RECORDS TO PROCESS
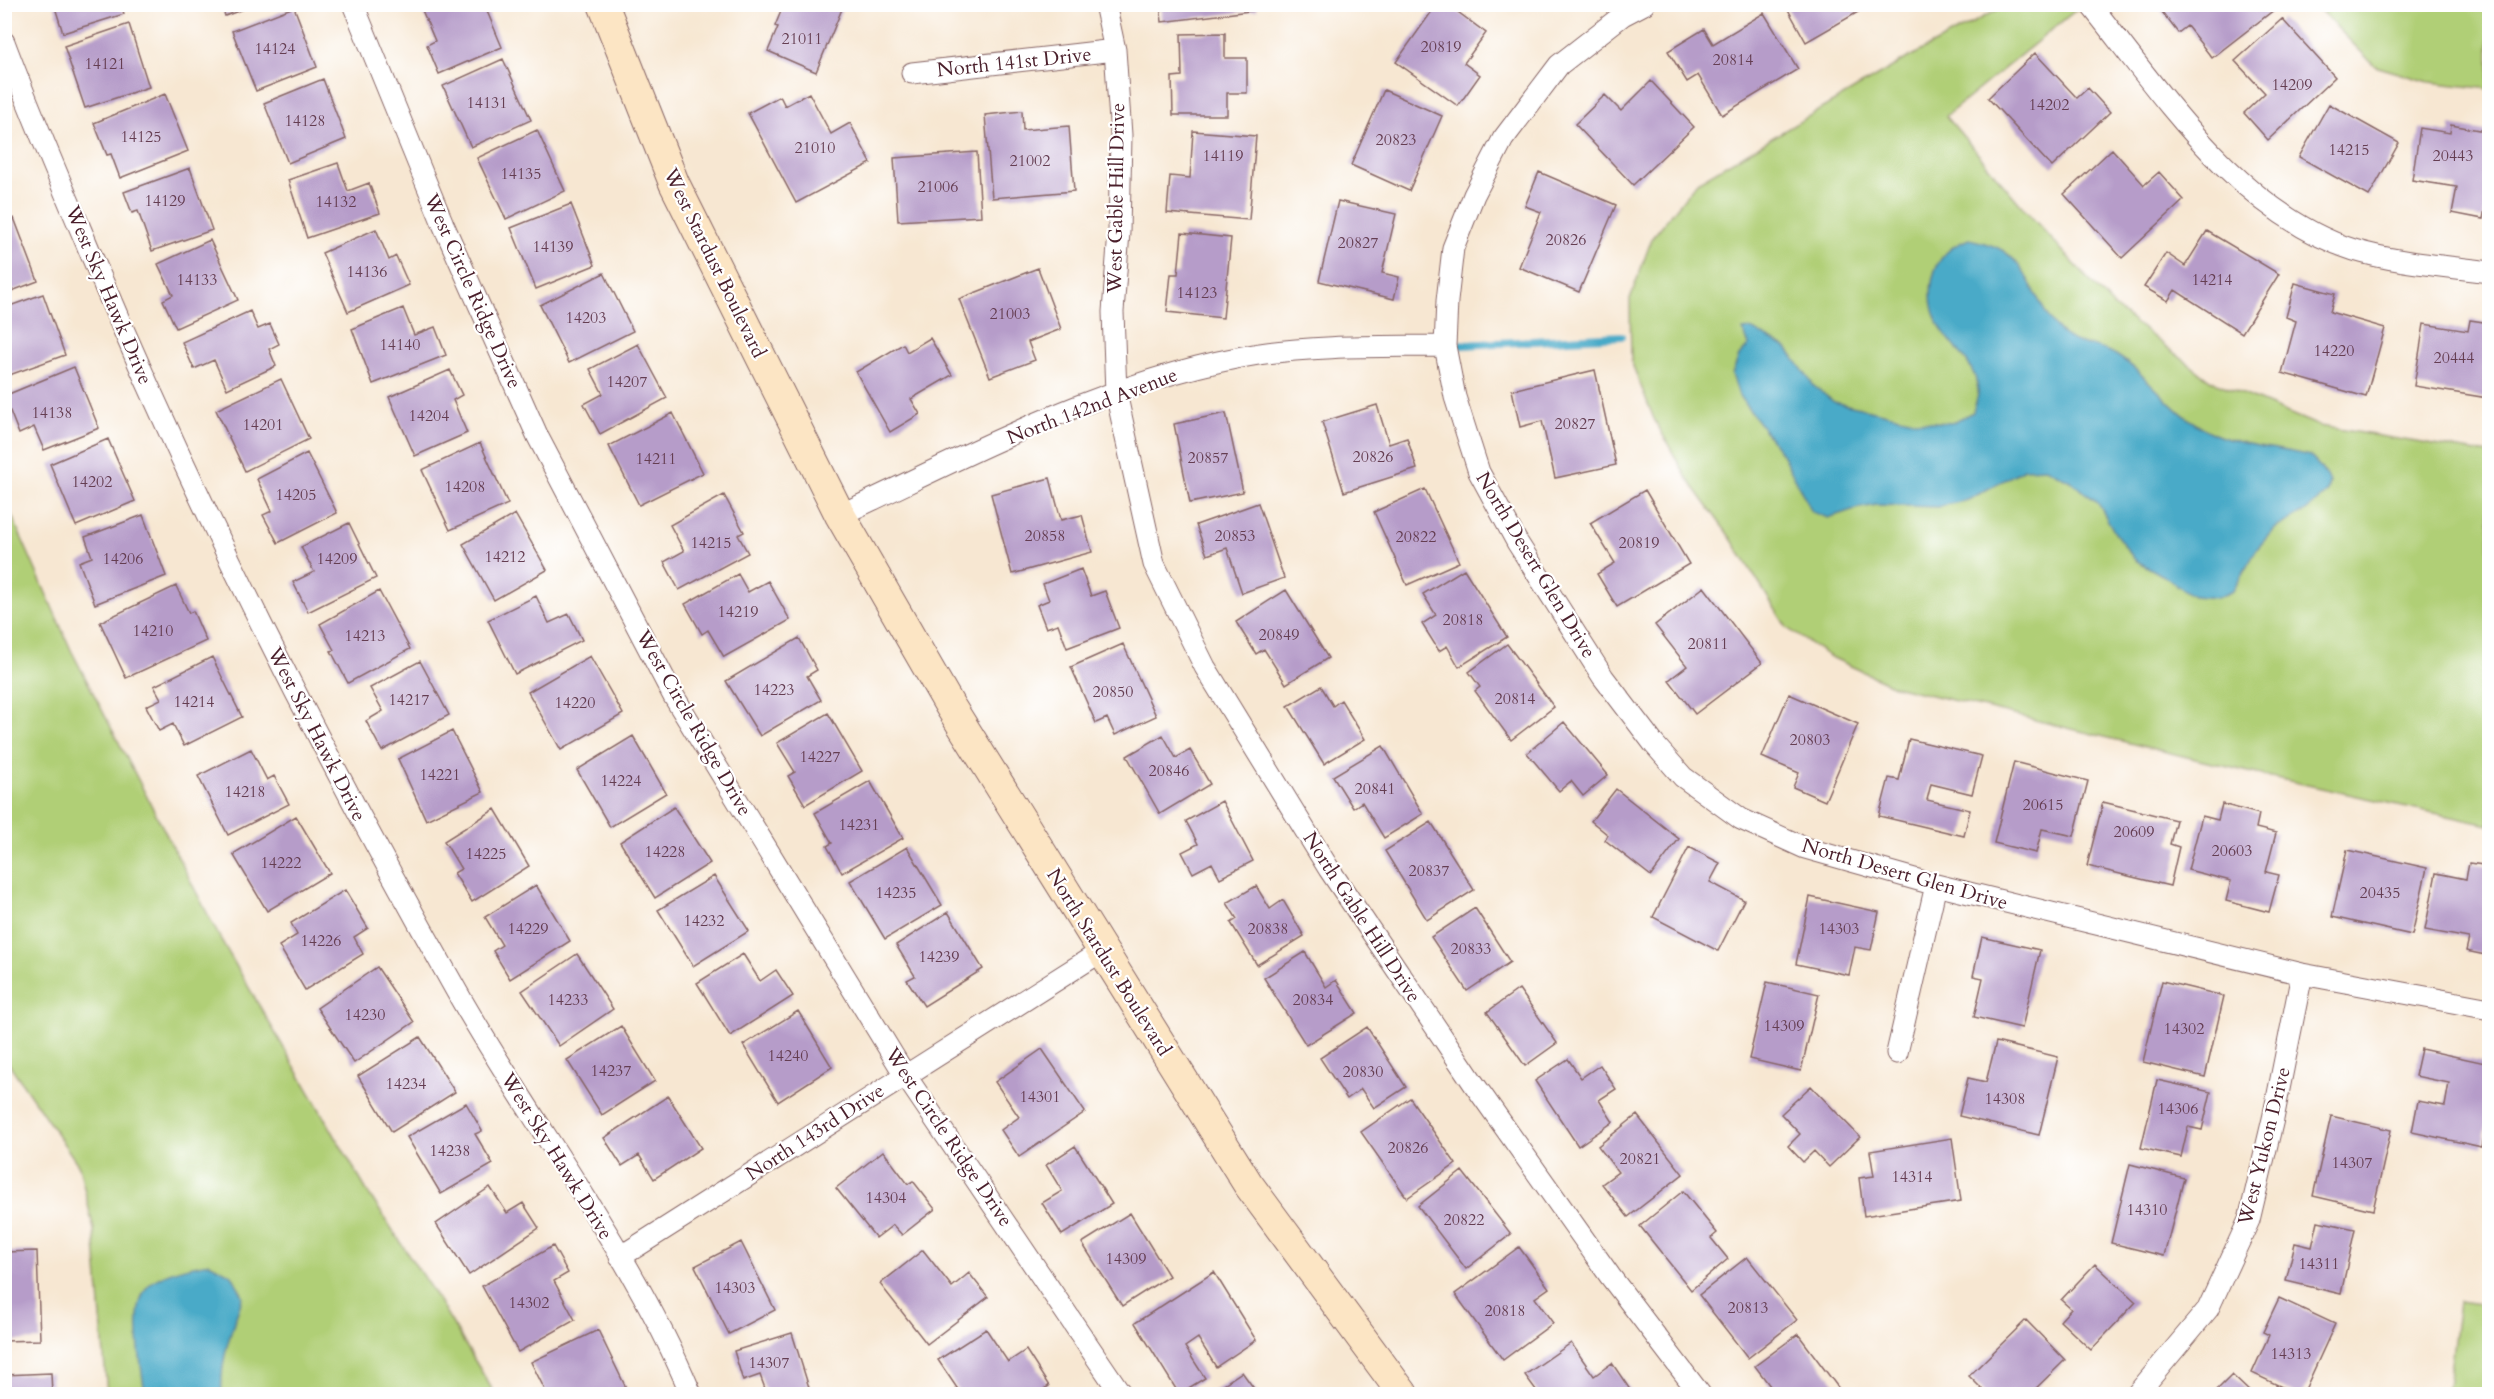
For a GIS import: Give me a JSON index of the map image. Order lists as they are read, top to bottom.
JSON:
{
  "streets": {
    "street": [
      "North 141st Drive",
      "West Gable Hill Drive",
      "West Stardust Boulevard",
      "West Circle Ridge Drive",
      "West Sky Hawk Drive",
      "North 142nd Avenue",
      "North Desert Glen Drive",
      "North Gable Hill Drive",
      "North Stardust Boulevard",
      "North 143rd Drive",
      "West Yukon Drive"
    ]
  },
  "crossings": [
    ["North 141st Drive", "West Gable Hill Drive"],
    ["West Gable Hill Drive", "North 142nd Avenue"],
    ["West Gable Hill Drive", "North Gable Hill Drive"],
    ["West Stardust Boulevard", "North 142nd Avenue"],
    ["West Stardust Boulevard", "North Stardust Boulevard"],
    ["West Circle Ridge Drive", "North 143rd Drive"],
    ["West Sky Hawk Drive", "North 143rd Drive"],
    ["North 142nd Avenue", "North Desert Glen Drive"],
    ["North 142nd Avenue", "North Gable Hill Drive"],
    ["North 142nd Avenue", "North Stardust Boulevard"],
    ["North Desert Glen Drive", "West Yukon Drive"],
    ["North Stardust Boulevard", "North 143rd Drive"]
  ],
  "house_numbers": [
    "21011",
    "20819",
    "14124",
    "20814",
    "14121",
    "14209",
    "14131",
    "14202",
    "14128",
    "14125",
    "20823",
    "21010",
    "14215",
    "14119",
    "20443",
    "21002",
    "14135",
    "21006",
    "14129",
    "14132",
    "20826",
    "20827",
    "14139",
    "14136",
    "14133",
    "14214",
    "14123",
    "21003",
    "14203",
    "14140",
    "14220",
    "20444",
    "14207",
    "14138",
    "14204",
    "20827",
    "14201",
    "20826",
    "20857",
    "14211",
    "14202",
    "14208",
    "14205",
    "20858",
    "20853",
    "20822",
    "14215",
    "20819",
    "14212",
    "14206",
    "14209",
    "14219",
    "20818",
    "14210",
    "20849",
    "14213",
    "20811",
    "14223",
    "20850",
    "20814",
    "14217",
    "14214",
    "14220",
    "20803",
    "14227",
    "20846",
    "14221",
    "14224",
    "20841",
    "14218",
    "20615",
    "14231",
    "20609",
    "20603",
    "14228",
    "14225",
    "14222",
    "20837",
    "14235",
    "20435",
    "14232",
    "14229",
    "20838",
    "14303",
    "14226",
    "20833",
    "14239",
    "14233",
    "20834",
    "14230",
    "14309",
    "14302",
    "14240",
    "14237",
    "20830",
    "14234",
    "14301",
    "14308",
    "14306",
    "20826",
    "14238",
    "20821",
    "14307",
    "14314",
    "14304",
    "14310",
    "20822",
    "14309",
    "14311",
    "14303",
    "14302",
    "20813",
    "20818",
    "14313",
    "14307"
  ]
}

WHAT YOU NEED TO DO
From start to finish, output the listing exactly, but omit its pictures.

EXPECTED OUTPUT
For a GIS import: Give me a JSON index of the map image. Order lists as they are read, top to bottom.
JSON:
{
  "streets": {
    "street": [
      "North 141st Drive",
      "West Gable Hill Drive",
      "West Stardust Boulevard",
      "West Circle Ridge Drive",
      "West Sky Hawk Drive",
      "North 142nd Avenue",
      "North Desert Glen Drive",
      "North Gable Hill Drive",
      "North Stardust Boulevard",
      "North 143rd Drive",
      "West Yukon Drive"
    ]
  },
  "crossings": [
    ["North 141st Drive", "West Gable Hill Drive"],
    ["West Gable Hill Drive", "North 142nd Avenue"],
    ["West Gable Hill Drive", "North Gable Hill Drive"],
    ["West Stardust Boulevard", "North 142nd Avenue"],
    ["West Stardust Boulevard", "North Stardust Boulevard"],
    ["West Circle Ridge Drive", "North 143rd Drive"],
    ["West Sky Hawk Drive", "North 143rd Drive"],
    ["North 142nd Avenue", "North Desert Glen Drive"],
    ["North 142nd Avenue", "North Gable Hill Drive"],
    ["North 142nd Avenue", "North Stardust Boulevard"],
    ["North Desert Glen Drive", "West Yukon Drive"],
    ["North Stardust Boulevard", "North 143rd Drive"]
  ],
  "house_numbers": [
    "21011",
    "20819",
    "14124",
    "20814",
    "14121",
    "14209",
    "14131",
    "14202",
    "14128",
    "14125",
    "20823",
    "21010",
    "14215",
    "14119",
    "20443",
    "21002",
    "14135",
    "21006",
    "14129",
    "14132",
    "20826",
    "20827",
    "14139",
    "14136",
    "14133",
    "14214",
    "14123",
    "21003",
    "14203",
    "14140",
    "14220",
    "20444",
    "14207",
    "14138",
    "14204",
    "20827",
    "14201",
    "20826",
    "20857",
    "14211",
    "14202",
    "14208",
    "14205",
    "20858",
    "20853",
    "20822",
    "14215",
    "20819",
    "14212",
    "14206",
    "14209",
    "14219",
    "20818",
    "14210",
    "20849",
    "14213",
    "20811",
    "14223",
    "20850",
    "20814",
    "14217",
    "14214",
    "14220",
    "20803",
    "14227",
    "20846",
    "14221",
    "14224",
    "20841",
    "14218",
    "20615",
    "14231",
    "20609",
    "20603",
    "14228",
    "14225",
    "14222",
    "20837",
    "14235",
    "20435",
    "14232",
    "14229",
    "20838",
    "14303",
    "14226",
    "20833",
    "14239",
    "14233",
    "20834",
    "14230",
    "14309",
    "14302",
    "14240",
    "14237",
    "20830",
    "14234",
    "14301",
    "14308",
    "14306",
    "20826",
    "14238",
    "20821",
    "14307",
    "14314",
    "14304",
    "14310",
    "20822",
    "14309",
    "14311",
    "14303",
    "14302",
    "20813",
    "20818",
    "14313",
    "14307"
  ]
}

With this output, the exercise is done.